The first line of defense against failure is having backup components. Redundancy means duplicating critical components so that if one fails, another takes over.

Types of Redundancy

Active-active: Multiple replicas serve traffic simultaneously. If one fails, others continue without interruption.

// Active-active: all servers handle requests
const servers = ["server1", "server2", "server3"];

async function handleRequest(request) {
  // Try servers in order until one responds
  for (const server of servers) {
    try {
      return await sendToServer(server, request);
    } catch (error) {
      continue; // Try next server
    }
  }
  throw new Error("All servers unavailable");
}

Active-passive: One primary server handles traffic. Standby servers are ready but not processing requests until failover.

// Active-passive: standby takes over on primary failure
const primary = "primaryServer";
const standby = "standbyServer";

async function handleRequest(request) {
  try {
    return await sendToServer(primary, request);
  } catch (error) {
    // Failover to standby
    console.log("Primary failed, activating standby");
    return await sendToServer(standby, request);
  }
}

Active-active requires more complex conflict resolution but provides better resource utilization. Active-passive is simpler but wastes resources on idle standby capacity.

Failover Patterns

Failover is the process of switching from a failed component to a backup. Several patterns exist:

Automatic vs Manual Failover

Automatic failover detects failures and switches without human intervention. Manual failover requires an operator to trigger the switch.

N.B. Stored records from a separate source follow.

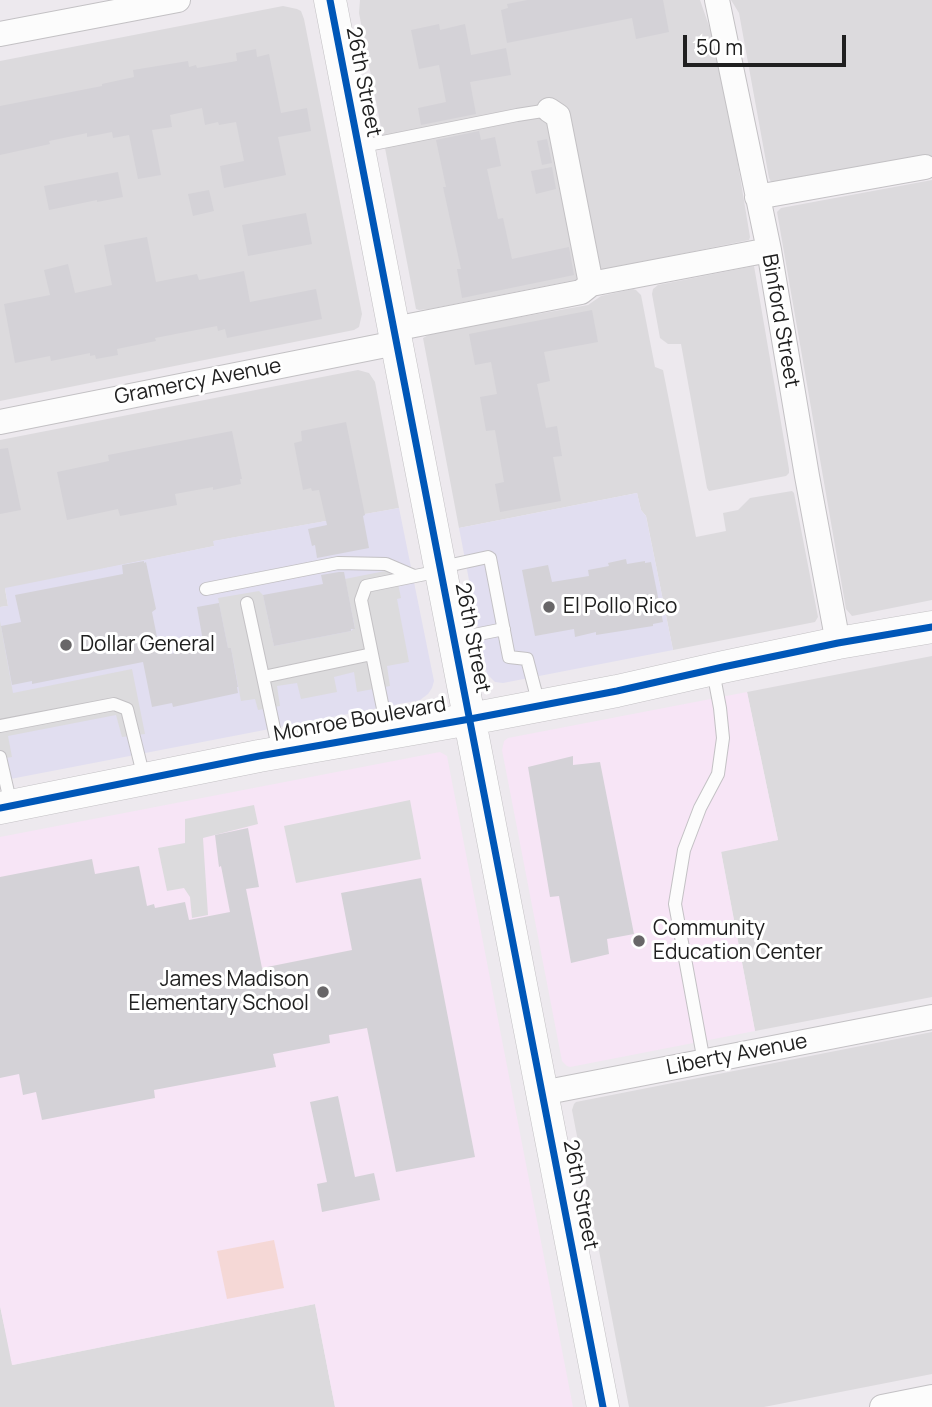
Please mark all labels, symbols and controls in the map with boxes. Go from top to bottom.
scale bar [687,21,850,65]
street label: 26th Street [340,25,386,139]
text: 50 m [696,33,743,61]
street label: Binford Street [756,252,804,390]
street label: Gramercy Avenue [112,353,284,411]
street label: 26th Street [449,581,495,695]
place label: El Pollo Rico [563,594,677,620]
marker: El Pollo Rico [541,599,557,615]
place label: Dollar General [80,632,215,658]
marker: Dollar General [58,637,74,653]
street label: Monroe Boulevard [272,692,448,748]
place label: Community Education Center [653,916,823,966]
marker: Community Education Center [631,933,647,949]
place label: James Madison Elementary School [128,967,309,1017]
marker: James Madison Elementary School [315,984,331,1000]
street label: Liberty Avenue [664,1029,810,1081]
street label: 26th Street [557,1138,603,1252]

Automatic is faster but riskier. If detection is imperfect, you might failover unnecessarily, causing a cascade of problems. Manual failover gives you control but introduces human delay.

For most production systems, a hybrid approach works: automatic detection with automatic failover for minor issues, manual intervention for major events.

Health Checks

Failover needs accurate failure detection:

// Health check endpoint
app.get("/health", async (req, res) => {
  const health = {
    status: "ok",
    timestamp: Date.now(),
    checks: {
      database: await checkDatabase(),
      cache: await checkCache(),
      disk: await checkDiskSpace(),
    },
  };

  // Return unhealthy if any critical check fails
  const isHealthy =
    health.checks.database === "ok" && health.checks.cache === "ok";

  res.status(isHealthy ? 200 : 503).json(health);
});

async function checkDatabase() {
  try {
    await db.query("SELECT 1");
    return "ok";
  } catch (error) {
    return "failed";
  }
}

Health checks should verify actual functionality, not just process liveness. A process can be running but unable to serve requests.

Failover Time

Failover introduces latency. Components of failover time:

graph TD
    A[Failover Time] --> B[Failure Detection]
    A --> C[Decision to Failover]
    A --> D[ DNS/Route Update]
    A --> E[New Instance Startup]
    A --> F[Health Check Propagation]

    B --> B1[Usually 5-30 seconds]
    D --> D1[Can be 30-60 seconds for DNS]

DNS-based failover is slow because DNS records are cached and TTLs can be 60 seconds or more. Floating IP or anycast approaches are faster.

Load Balancing

Load balancers distribute traffic across multiple servers. They also help with availability by routing around failed instances.

Load Balancing Algorithms

Round robin: Send each request to the next server in sequence. Simple but does not account for varying request complexity.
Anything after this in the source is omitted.